A world citizen. A teacher. An environmental activist. A park ranger. All of these roles —and a purposeful journey from California, Pennsylvania, and Washington to Australia, England, and New Zealand — came together in the next step for Jessika Luth Richter ’01. She’s now working on a master’s degree in environmental management and policy at Lund University in Sweden.
“I’ve been interested and involved in environmental issues for a long time,” she says. “I decided on this program because it has a multi-disciplinary approach focused on solutions and prevention rather than just studying the problems.”
Richter, most recently assistant head of science at Southland Girls’ High School in Invercargill, New Zealand, participated last fall in the first semester of the program as a distance learning project.
“My 26 classmates were from all over the world,” she exclaims. “For our Skype discussions, we split into groups of five. My recent group represented four continents. We are all from different backgrounds, as well — engineers, lawyers, business managers. We learned from each other and our professors about all facets of environmental problems and the full scope of available solutions.”
A double major in history and geology at Lafayette, she did EXCEL research with D.C. Jackson, professor of history, on the Hetch Hetchy dam project and wrote an honors thesis on John R. Freeman, an early 20th-century civil engineer and insurance executive who designed dams and pioneered the development of earthquake insurance. After graduation, she worked as a ranger at Lake Roosevelt National Recreation Area in Washington for a summer season and then for Readak Educational Services, a job that involved travel throughout the United States and to the Czech Republic and Australia. “The second trip to ‘Oz’ convinced me I wanted to live there,” she says, “so I moved and obtained a graduate diploma in education from the University of Melbourne and began teaching at Haileybury College.”
At Haileybury, a secondary school, Richter taught history, geography, English, and math to ninth-graders. “The students were involved in a special program in which the geography component was taught in one 10-day outdoor education camp each term and a 10-day city excursion in the last term. This program is what attracted me to teach at this school at this level.”
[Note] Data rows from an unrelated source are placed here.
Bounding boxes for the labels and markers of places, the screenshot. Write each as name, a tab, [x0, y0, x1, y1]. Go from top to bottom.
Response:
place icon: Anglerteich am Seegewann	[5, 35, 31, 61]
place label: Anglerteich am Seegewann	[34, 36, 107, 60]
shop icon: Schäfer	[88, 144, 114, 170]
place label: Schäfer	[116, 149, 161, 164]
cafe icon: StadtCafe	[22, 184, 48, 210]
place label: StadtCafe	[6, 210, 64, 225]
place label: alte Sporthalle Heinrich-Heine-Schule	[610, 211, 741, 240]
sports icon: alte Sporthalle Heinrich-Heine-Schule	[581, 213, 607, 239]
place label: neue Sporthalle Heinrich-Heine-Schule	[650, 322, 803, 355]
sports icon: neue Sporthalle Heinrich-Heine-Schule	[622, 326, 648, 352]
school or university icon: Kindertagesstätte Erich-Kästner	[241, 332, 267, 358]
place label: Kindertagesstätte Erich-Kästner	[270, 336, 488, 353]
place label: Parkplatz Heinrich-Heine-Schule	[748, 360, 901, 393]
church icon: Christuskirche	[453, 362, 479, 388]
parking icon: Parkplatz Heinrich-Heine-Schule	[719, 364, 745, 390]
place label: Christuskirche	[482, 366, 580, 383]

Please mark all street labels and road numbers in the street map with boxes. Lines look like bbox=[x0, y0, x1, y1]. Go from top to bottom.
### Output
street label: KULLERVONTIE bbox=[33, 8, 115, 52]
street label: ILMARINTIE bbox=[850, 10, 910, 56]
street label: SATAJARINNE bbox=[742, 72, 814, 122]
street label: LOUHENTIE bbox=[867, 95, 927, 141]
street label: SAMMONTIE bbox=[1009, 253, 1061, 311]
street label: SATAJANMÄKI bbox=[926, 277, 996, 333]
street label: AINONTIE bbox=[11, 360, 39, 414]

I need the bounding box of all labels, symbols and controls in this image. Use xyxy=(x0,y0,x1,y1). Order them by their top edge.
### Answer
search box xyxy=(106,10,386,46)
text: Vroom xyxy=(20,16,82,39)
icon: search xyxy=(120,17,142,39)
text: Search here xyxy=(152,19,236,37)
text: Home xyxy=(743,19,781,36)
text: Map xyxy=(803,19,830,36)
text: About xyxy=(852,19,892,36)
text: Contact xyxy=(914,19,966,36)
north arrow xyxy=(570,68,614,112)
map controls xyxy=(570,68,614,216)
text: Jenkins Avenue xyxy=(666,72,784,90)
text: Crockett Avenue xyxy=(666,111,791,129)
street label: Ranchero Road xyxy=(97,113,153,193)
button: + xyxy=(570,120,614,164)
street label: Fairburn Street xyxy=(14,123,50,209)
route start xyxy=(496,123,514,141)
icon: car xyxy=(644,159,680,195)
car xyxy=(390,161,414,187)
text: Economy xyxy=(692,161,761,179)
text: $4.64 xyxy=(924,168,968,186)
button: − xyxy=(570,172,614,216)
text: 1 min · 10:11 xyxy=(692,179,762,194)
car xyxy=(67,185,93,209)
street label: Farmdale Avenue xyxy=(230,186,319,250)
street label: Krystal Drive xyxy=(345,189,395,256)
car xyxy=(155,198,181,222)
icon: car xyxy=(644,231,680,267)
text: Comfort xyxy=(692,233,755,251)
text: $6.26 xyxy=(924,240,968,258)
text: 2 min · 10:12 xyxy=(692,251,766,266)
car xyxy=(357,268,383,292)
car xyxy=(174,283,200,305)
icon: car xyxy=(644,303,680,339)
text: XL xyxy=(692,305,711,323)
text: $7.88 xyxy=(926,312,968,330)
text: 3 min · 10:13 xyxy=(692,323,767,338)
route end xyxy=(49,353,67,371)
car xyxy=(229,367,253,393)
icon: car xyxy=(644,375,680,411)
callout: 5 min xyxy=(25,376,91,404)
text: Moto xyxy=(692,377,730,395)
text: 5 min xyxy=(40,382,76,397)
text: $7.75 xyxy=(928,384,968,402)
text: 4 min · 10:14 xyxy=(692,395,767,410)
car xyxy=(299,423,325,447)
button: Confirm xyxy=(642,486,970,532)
Richter, whose recent environmental activities include volunteering with the local community nursery and the conservation organization Forest and Bird, was stirred to action by her experience in the park service. “I helped plant native plants, count yellow-eyed penguins, maintain nature trails, and march against mining in the national parks.” While in Melbourne, she was involved with the MarineCare organization in planting native trees and other conservation activities around Rickett’s Point near where she lived.
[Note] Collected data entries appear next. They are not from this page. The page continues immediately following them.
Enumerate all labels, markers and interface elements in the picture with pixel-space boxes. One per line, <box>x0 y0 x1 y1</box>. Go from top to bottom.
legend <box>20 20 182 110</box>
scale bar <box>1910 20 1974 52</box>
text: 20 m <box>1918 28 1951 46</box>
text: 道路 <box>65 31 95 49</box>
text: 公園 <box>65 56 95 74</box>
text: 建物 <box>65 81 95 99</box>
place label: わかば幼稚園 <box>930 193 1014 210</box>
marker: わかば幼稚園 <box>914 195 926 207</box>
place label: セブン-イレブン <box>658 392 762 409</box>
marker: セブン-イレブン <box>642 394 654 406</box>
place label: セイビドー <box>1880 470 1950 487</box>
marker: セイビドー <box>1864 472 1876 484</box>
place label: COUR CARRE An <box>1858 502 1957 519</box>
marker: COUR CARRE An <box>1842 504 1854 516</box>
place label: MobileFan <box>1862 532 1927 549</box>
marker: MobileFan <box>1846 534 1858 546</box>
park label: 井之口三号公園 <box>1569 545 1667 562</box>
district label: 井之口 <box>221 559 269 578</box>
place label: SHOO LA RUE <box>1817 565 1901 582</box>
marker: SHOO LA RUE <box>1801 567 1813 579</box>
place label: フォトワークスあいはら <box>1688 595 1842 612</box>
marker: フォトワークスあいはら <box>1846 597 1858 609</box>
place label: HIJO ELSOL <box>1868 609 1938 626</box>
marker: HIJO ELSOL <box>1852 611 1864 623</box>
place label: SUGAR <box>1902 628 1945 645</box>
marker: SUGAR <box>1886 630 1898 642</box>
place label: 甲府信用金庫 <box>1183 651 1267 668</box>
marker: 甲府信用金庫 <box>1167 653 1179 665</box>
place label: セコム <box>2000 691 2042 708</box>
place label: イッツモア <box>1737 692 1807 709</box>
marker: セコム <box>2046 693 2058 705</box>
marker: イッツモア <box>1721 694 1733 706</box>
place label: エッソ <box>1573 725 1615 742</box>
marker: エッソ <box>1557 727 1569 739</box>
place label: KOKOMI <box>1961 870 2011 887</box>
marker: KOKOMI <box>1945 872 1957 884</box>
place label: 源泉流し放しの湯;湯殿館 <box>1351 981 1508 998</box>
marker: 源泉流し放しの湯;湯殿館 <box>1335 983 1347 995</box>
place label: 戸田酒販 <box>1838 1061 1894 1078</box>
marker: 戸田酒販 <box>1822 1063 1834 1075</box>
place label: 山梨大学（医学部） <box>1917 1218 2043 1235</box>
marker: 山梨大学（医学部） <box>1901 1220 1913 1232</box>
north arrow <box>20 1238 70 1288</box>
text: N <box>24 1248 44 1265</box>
Her concern about the environment led her to seek a way to be more involved in finding solutions. “Education is a big part of that,” she says, “but there is more to it. My first thought was environmental law, so I completed a semester at the University of Melbourne law school, and, while I liked it, it seemed the long way around to policy, which is what I was really interested in. Then I found the environmental management and policy program at Lund — exactly what I was looking for.”
Whence does this adventuresome spirit arise? “I was born in Missouri, and we lived in Colorado, and then I went to high school in California,” she says. “I’ve always wanted to live in other parts of the world, beginning with moving to the East Coast to go to college.”
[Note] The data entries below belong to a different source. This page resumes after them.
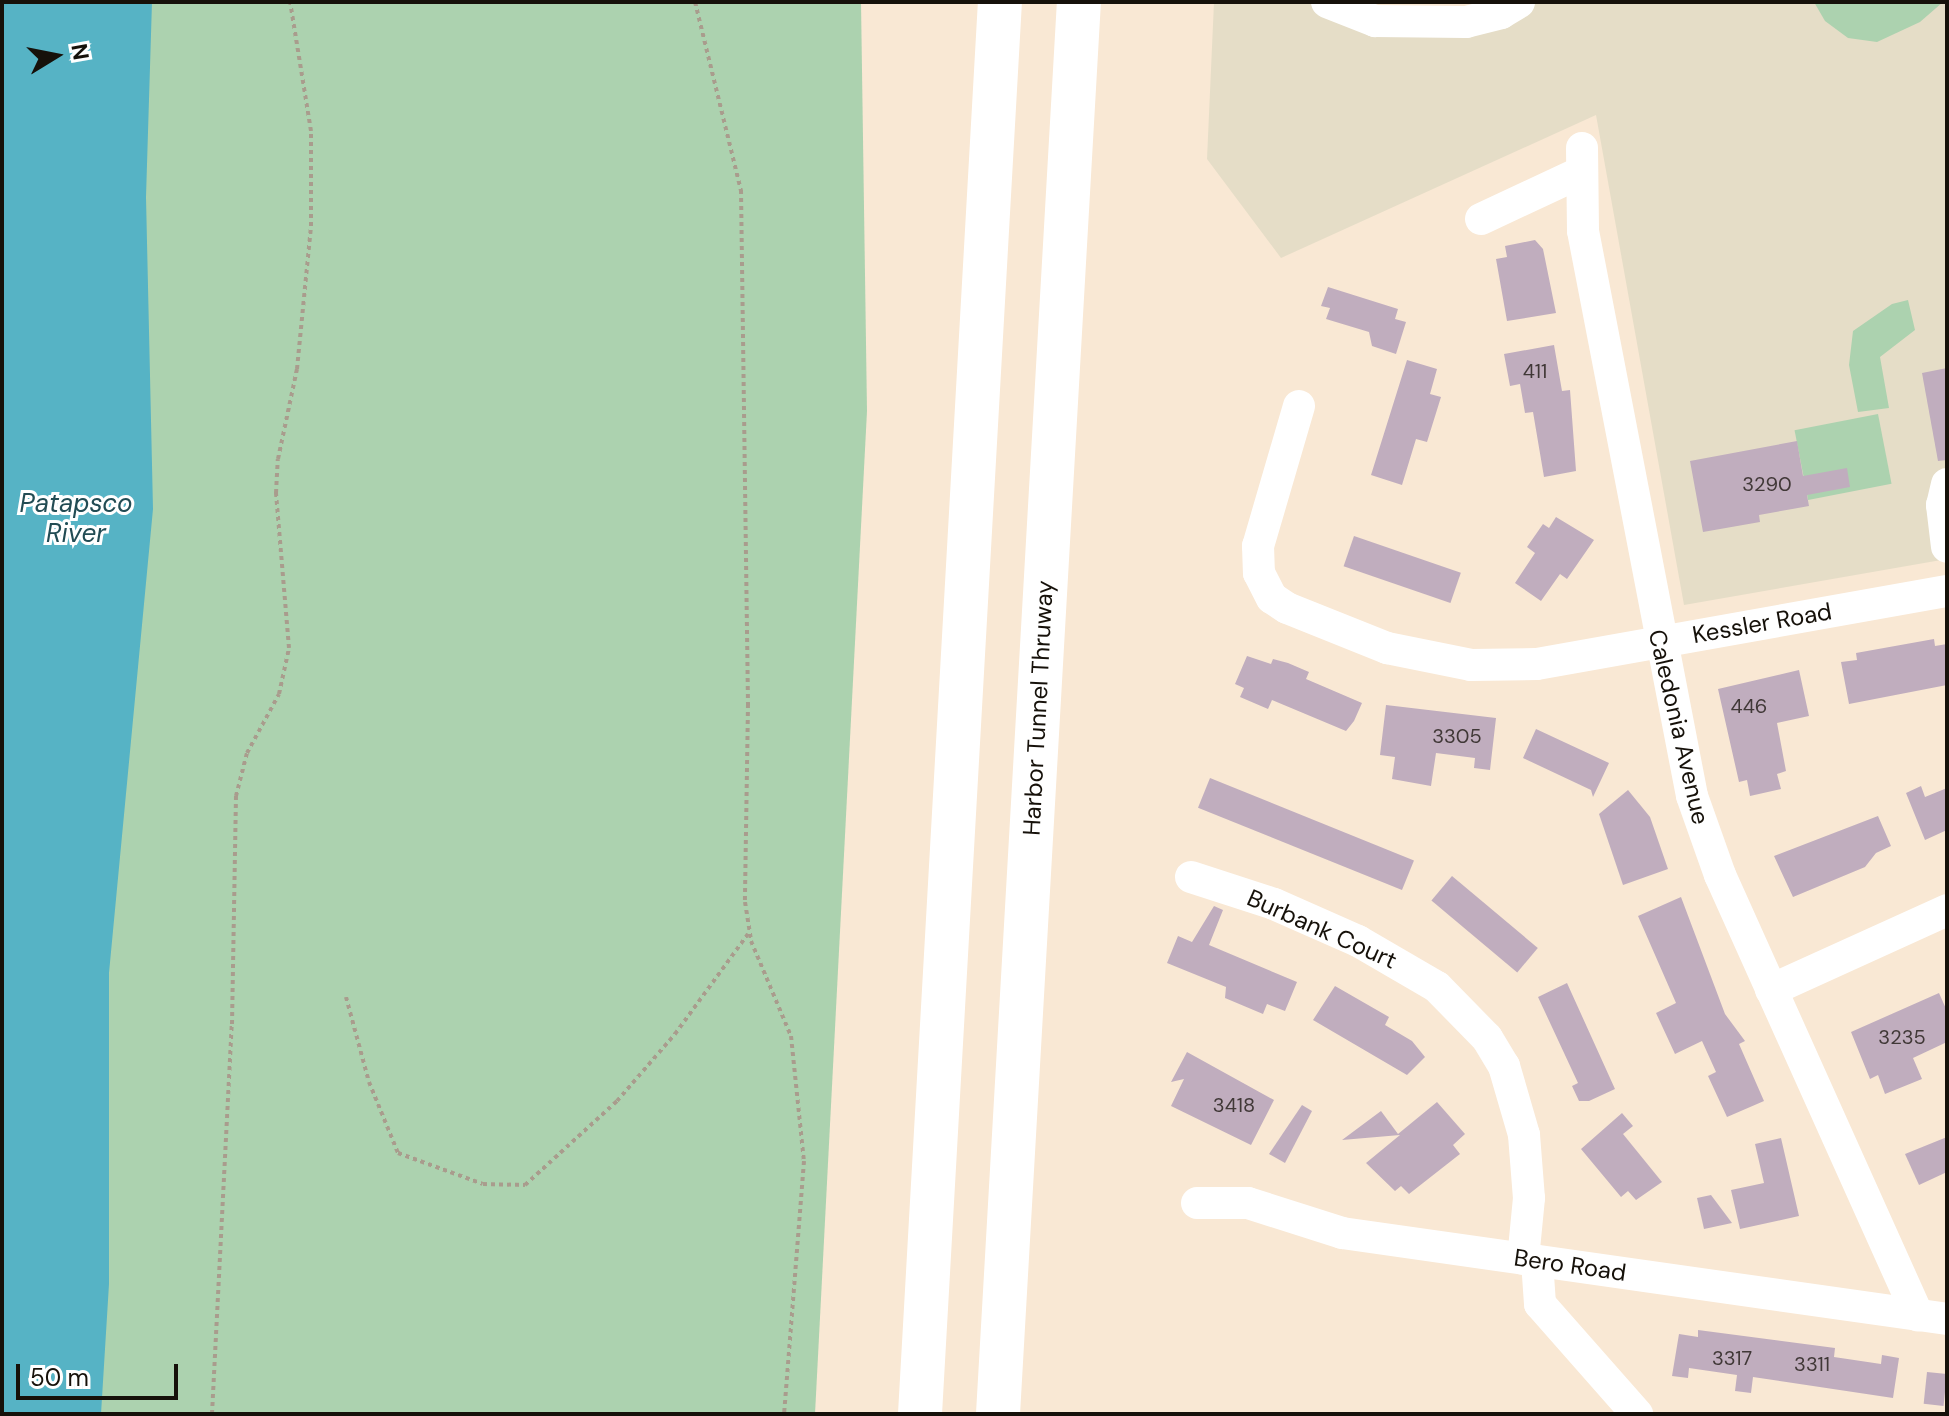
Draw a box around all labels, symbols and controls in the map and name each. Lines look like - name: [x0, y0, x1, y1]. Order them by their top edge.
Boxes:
- north arrow: [16, 16, 96, 96]
- text: N: [64, 41, 96, 62]
- house number: 411: [1523, 359, 1547, 383]
- house number: 3290: [1742, 472, 1792, 496]
- water label: Patapsco River: [19, 488, 133, 550]
- street label: Harbor Tunnel Thruway: [1017, 580, 1059, 836]
- street label: Kessler Road: [1690, 597, 1834, 649]
- street label: Caledonia Avenue: [1643, 627, 1715, 827]
- house number: 446: [1731, 694, 1767, 718]
- house number: 3305: [1432, 724, 1482, 748]
- street label: Burbank Court: [1243, 883, 1401, 975]
- house number: 3235: [1878, 1025, 1926, 1049]
- house number: 3418: [1213, 1093, 1255, 1117]
- street label: Bero Road: [1512, 1243, 1628, 1287]
- house number: 3317: [1712, 1346, 1752, 1370]
- scale bar: [20, 1348, 182, 1398]
- house number: 3311: [1794, 1352, 1830, 1376]
- text: 50 m: [30, 1362, 89, 1393]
Richter spent a January interim session studying in Kenya and Tanzania, and while working at Haileybury she taught for four months in Newcastle, England, in a working-holiday program. “I was always a big Brit lit fan, so it was amazing to see all the things there that you read about in books. I got to attend my first Guy Fawkes bonfire, and I biked and walked through the Northumberland countryside seeing Hadrian’s Wall and old English estates.”
Richter, a Marquis Scholar, won the James F. Bryant ’40 Excellence Award, presented to a junior each year for high academic achievement, lettering in a varsity sport, and involvement in community service. She captained the swim team as a senior. She still swims, but in open water settings, and has been playing soccer. “I even ran the Melbourne Marathon but I’m not a serious runner, so that was a once in a lifetime event.”
“The good rapport I developed with my professors at Lafayette has had an ongoing influence on me,” she says. Jackson and Dru Germanoski, Van Artsdalen Professor of Geology and Environmental Geosciences, were especially supportive. “It was this that made me feel confident about returning to school to get my master’s 10 years later.”